2017 — 2019 |
Gaudry, Quentin |
R21Activity Code Description: To encourage the development of new research activities in categorical program areas. (Support generally is restricted in level of support and in time.) |
Integration of Serotonergic Neurons Into Olfactory Circuits @ Univ of Maryland, College Park
The early olfactory system, one of the best-characterized sensory systems, is well understood for its connectivity and how it represents odors. However, how odor representation is affected by endogenous neuromodulation remains controversial and elusive. In recent years, neuromodulation in olfactory circuits has garnered great attention in regards to the targets of modulatory cells within these circuits. To date, the manner in which olfactory circuits control the activity of modulatory neurons, and thus modulator release, has been entirely unexplored. Thus, no models presently exist demonstrating the natural pattern of modulator release in olfactory structures, rendering it impossible to study neuromodulation is a natural manner. Furthermore many modulatory neurons, including those involved in olfaction, are also known to possess co- neurotransmitters. The role of such co-transmission remains elusive. This proposal will address these gaps by focusing on the Drosophila antennal lobe, which is analogous to the olfactory bulb, but comprising far fewer neurons than its mammalian counterpart.

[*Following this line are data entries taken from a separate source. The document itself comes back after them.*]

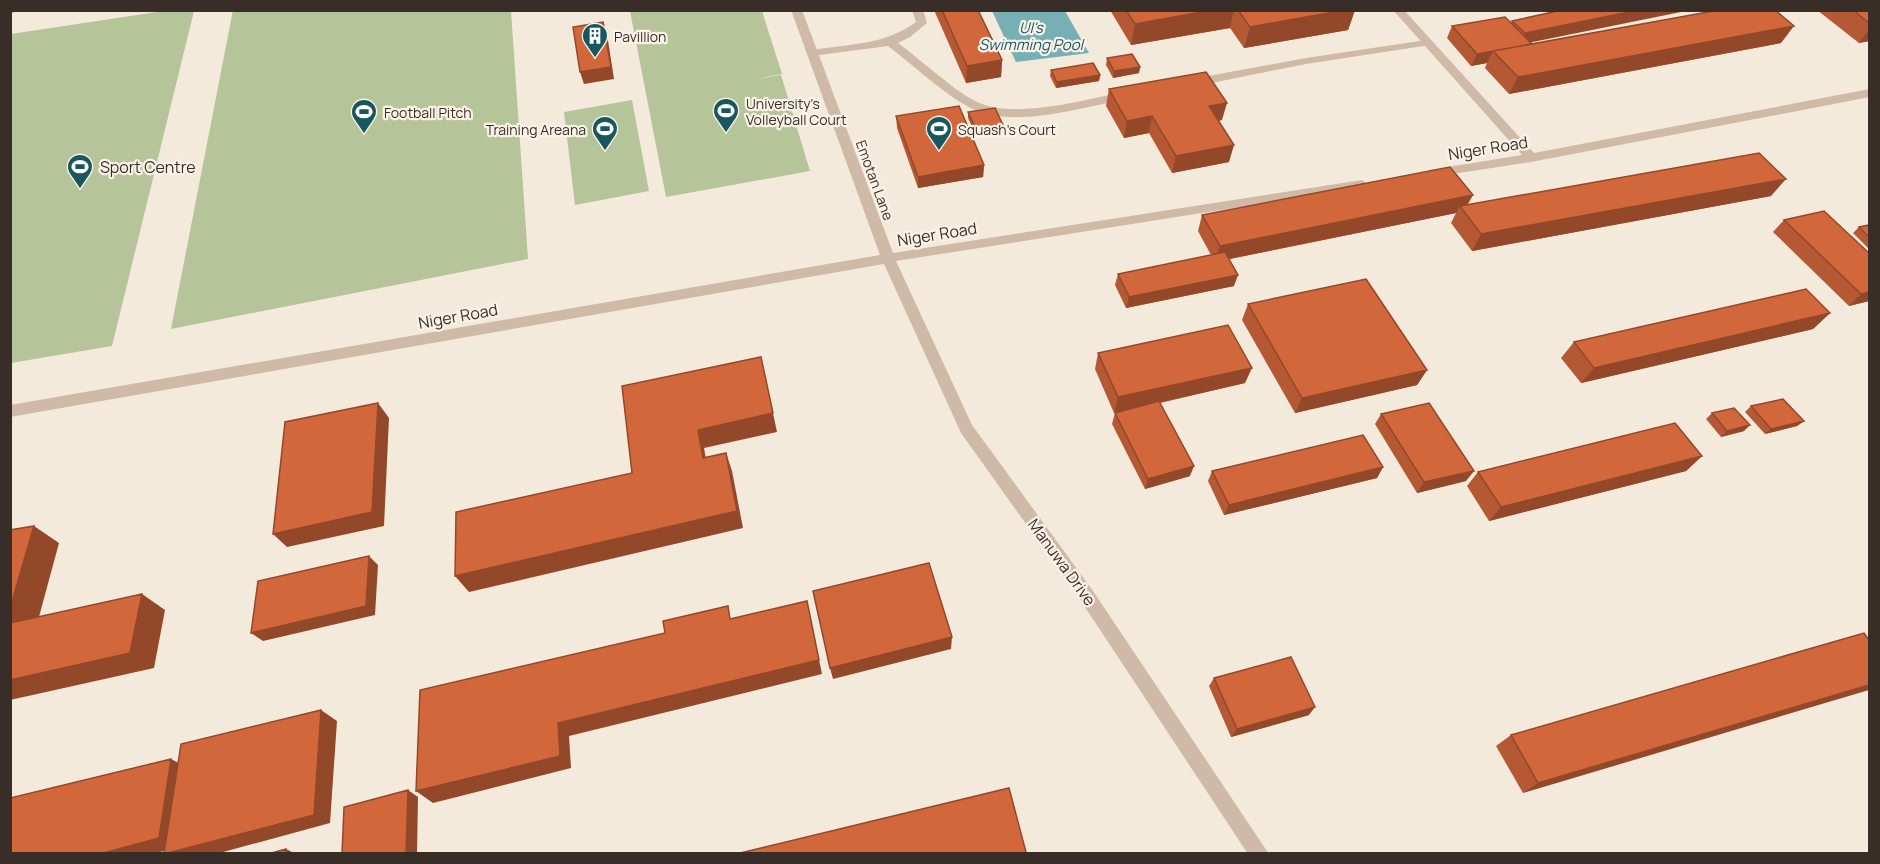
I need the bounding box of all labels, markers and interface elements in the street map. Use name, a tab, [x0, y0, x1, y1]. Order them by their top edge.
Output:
water label: UI's Swimming Pool	[979, 17, 1086, 55]
building icon: Pavillion	[580, 21, 610, 59]
place label: Pavillion	[614, 27, 666, 46]
place label: University's Volleyball Court	[746, 94, 847, 129]
sports icon: University's Volleyball Court	[711, 96, 741, 134]
sports icon: Football Pitch	[349, 97, 379, 135]
place label: Football Pitch	[384, 103, 472, 122]
sports icon: Training Areana	[590, 114, 620, 152]
sports icon: Squash's Court	[924, 114, 954, 152]
place label: Training Areana	[486, 120, 586, 139]
place label: Squash's Court	[958, 120, 1056, 139]
street label: Niger Road	[1447, 131, 1529, 165]
street label: Emotan Lane	[852, 137, 898, 223]
sports icon: Sport Centre	[65, 152, 95, 190]
place label: Sport Centre	[100, 156, 196, 178]
street label: Niger Road	[896, 217, 978, 251]
street label: Niger Road	[416, 298, 500, 334]
street label: Manuwa Drive	[1023, 514, 1101, 610]

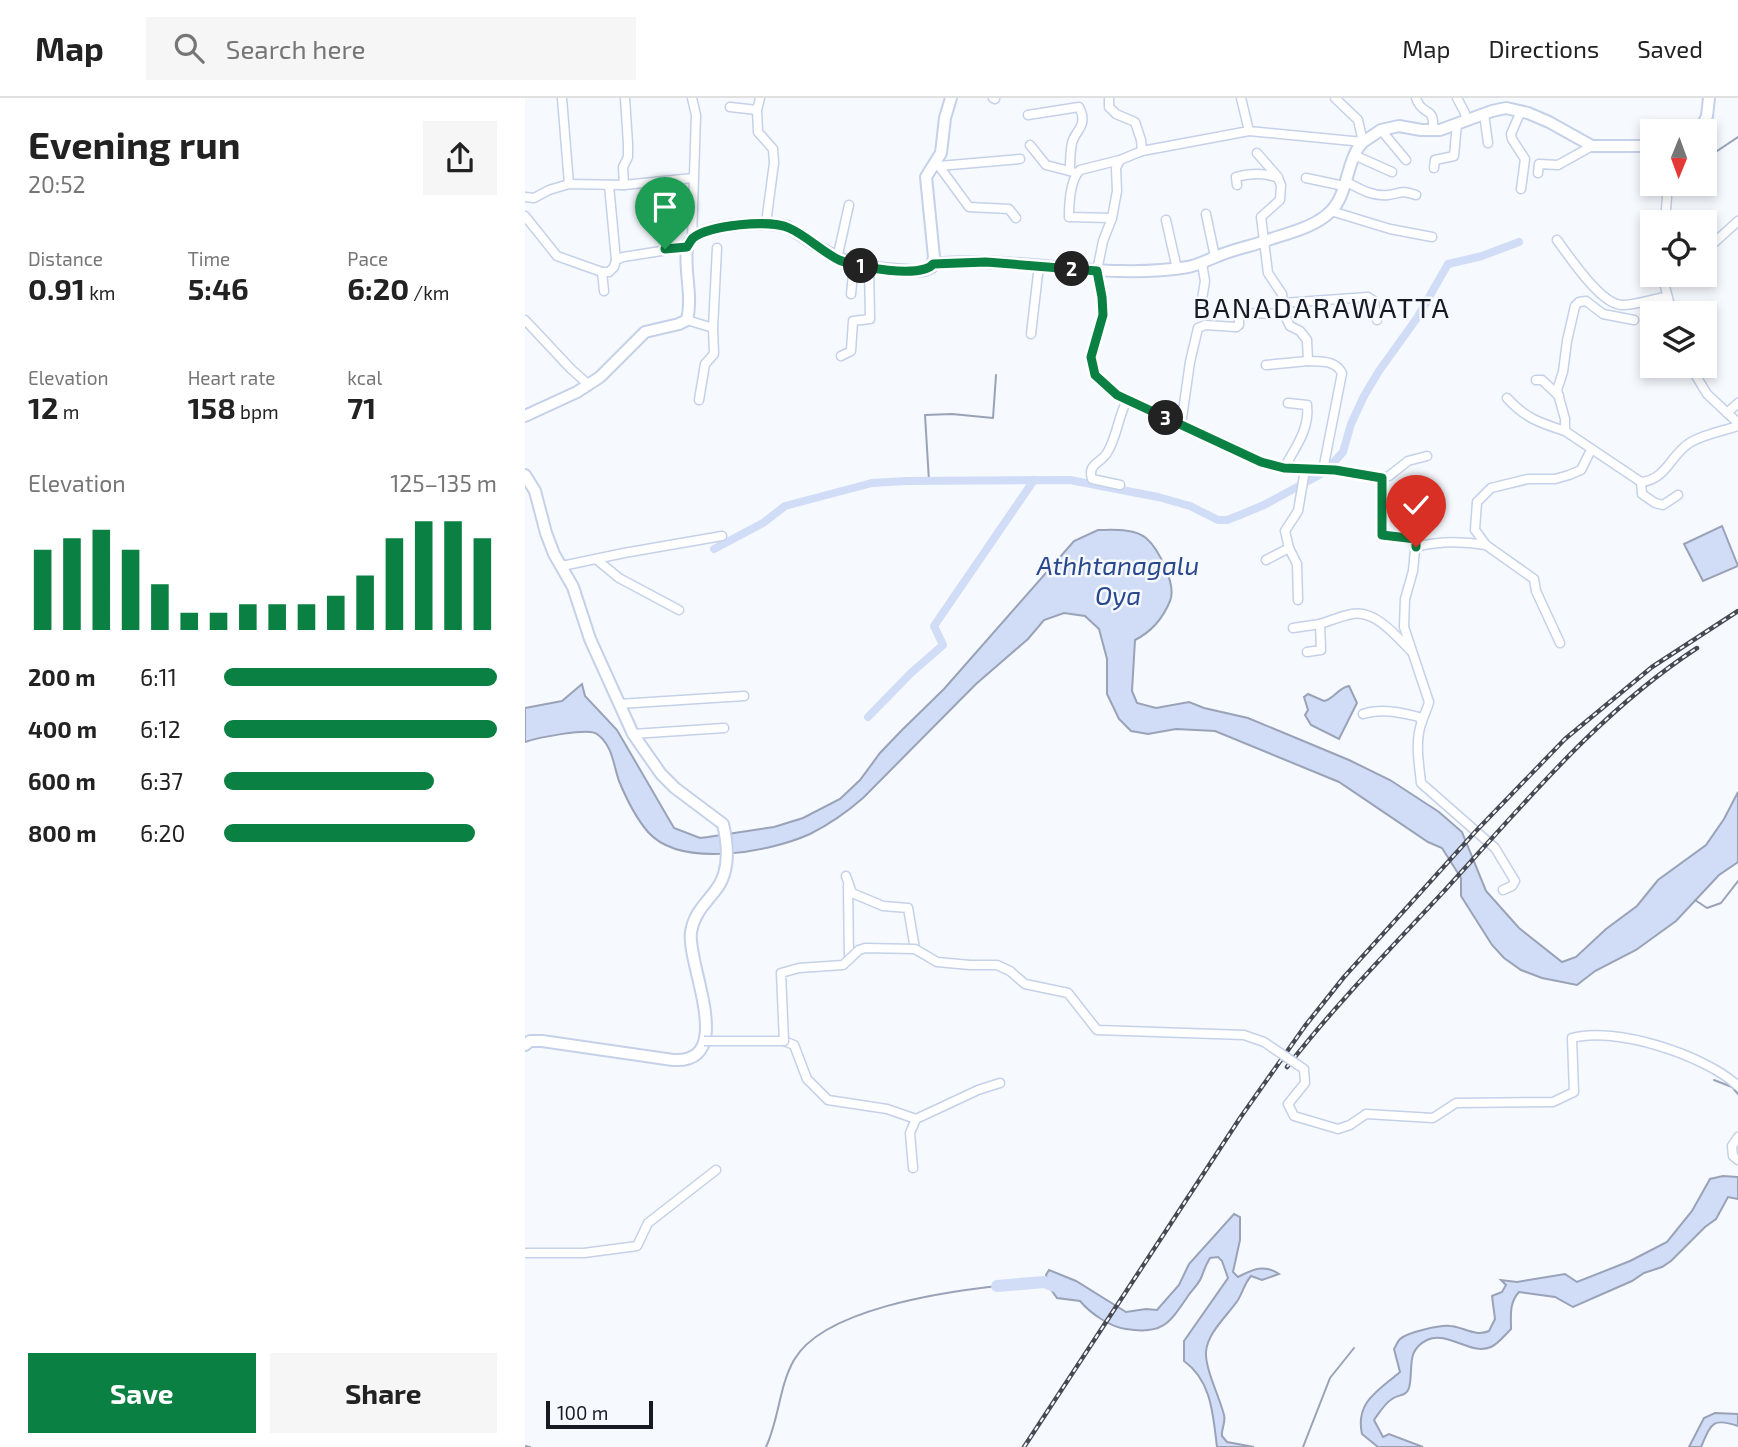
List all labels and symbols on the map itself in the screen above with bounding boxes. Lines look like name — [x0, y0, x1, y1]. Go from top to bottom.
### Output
north arrow — [1640, 119, 1717, 196]
pin — [635, 177, 695, 249]
pin: 1 — [843, 248, 879, 284]
pin: 2 — [1055, 252, 1089, 286]
district label: BANADARAWATTA — [1193, 290, 1451, 324]
pin: 3 — [1149, 400, 1183, 436]
pin — [1386, 475, 1446, 547]
water label: Athhtanagalu Oya — [1036, 549, 1199, 611]
scale bar — [546, 1398, 653, 1430]

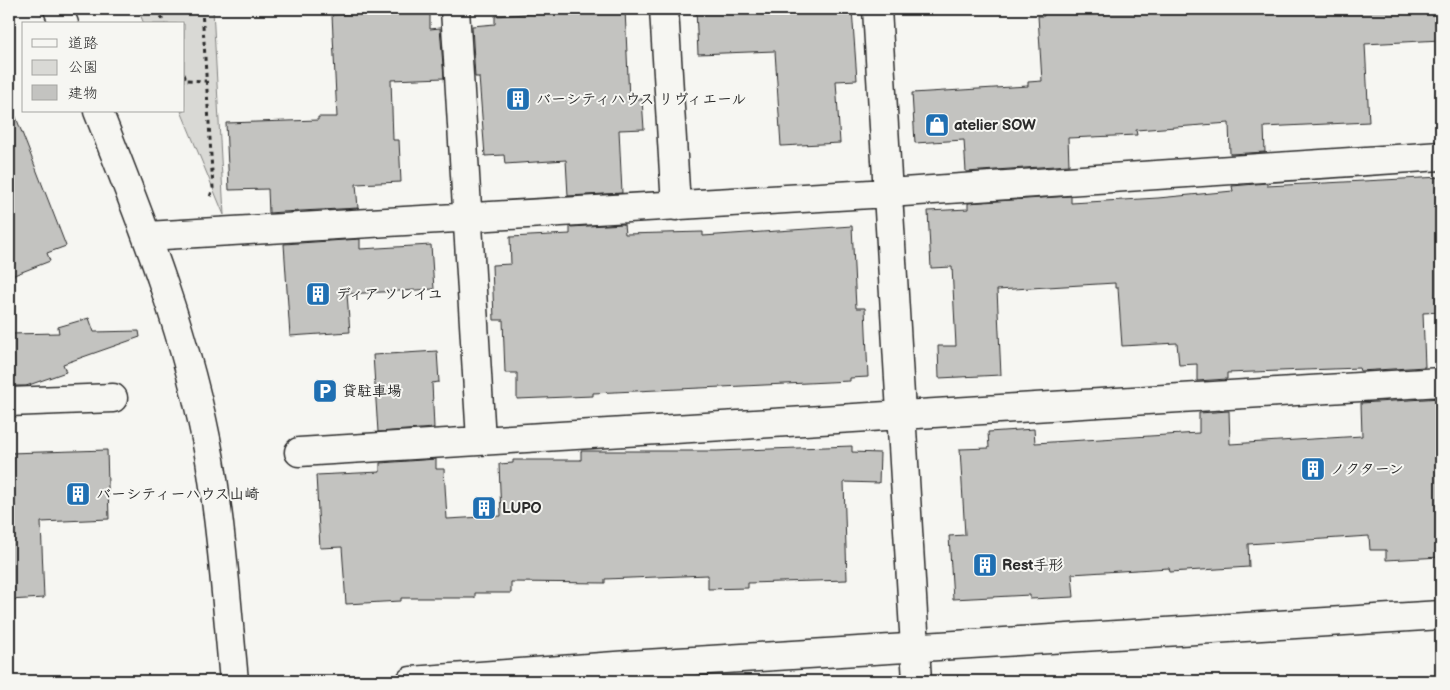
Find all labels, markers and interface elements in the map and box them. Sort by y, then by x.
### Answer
legend [22,22,185,112]
text: 道路 [68,34,98,53]
text: 公園 [68,58,98,77]
text: 建物 [68,84,98,103]
building icon: バーシティハウス リヴィエール [505,86,531,112]
place label: バーシティハウス リヴィエール [536,90,746,109]
shop icon: atelier SOW [924,112,950,138]
place label: atelier SOW [954,116,1036,135]
building icon: ディア ソレイユ [305,281,331,307]
place label: ディア ソレイユ [336,285,443,304]
parking icon: 貸駐車場 [312,378,338,404]
place label: 貸駐車場 [342,382,402,401]
building icon: ノクターン [1300,456,1326,482]
place label: ノクターン [1330,460,1404,479]
building icon: バーシティーハウス山崎 [65,481,91,507]
place label: バーシティーハウス山崎 [96,485,260,504]
building icon: LUPO [471,495,497,521]
place label: LUPO [502,499,542,518]
building icon: Rest手形 [972,552,998,578]
place label: Rest手形 [1002,556,1063,575]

We will use patch clamp physiology and develop novel approaches to map out the wiring diagram between serotonergic neurons and neurons of the first olfactory relay. Importantly, we will emphasize the feedback connections made from olfactory neurons back onto modulatory cells. Such connections shape activity in modulatory cells and may regulate modulator concentration locally in olfactory circuits. Additionally, we are screening RNAi collections to isolate tools to knock down the expression of individual neurotransmitters in serotonergic neurons that possess multiple transmitters. These RNAi tools will first be combined with optical imaging to determine how each transmitter influences olfactory coding in the antennal lobe. Next, we will use these reagents to alter synaptic function in flies performing an olfactory discrimination task to link sensory coding and perception.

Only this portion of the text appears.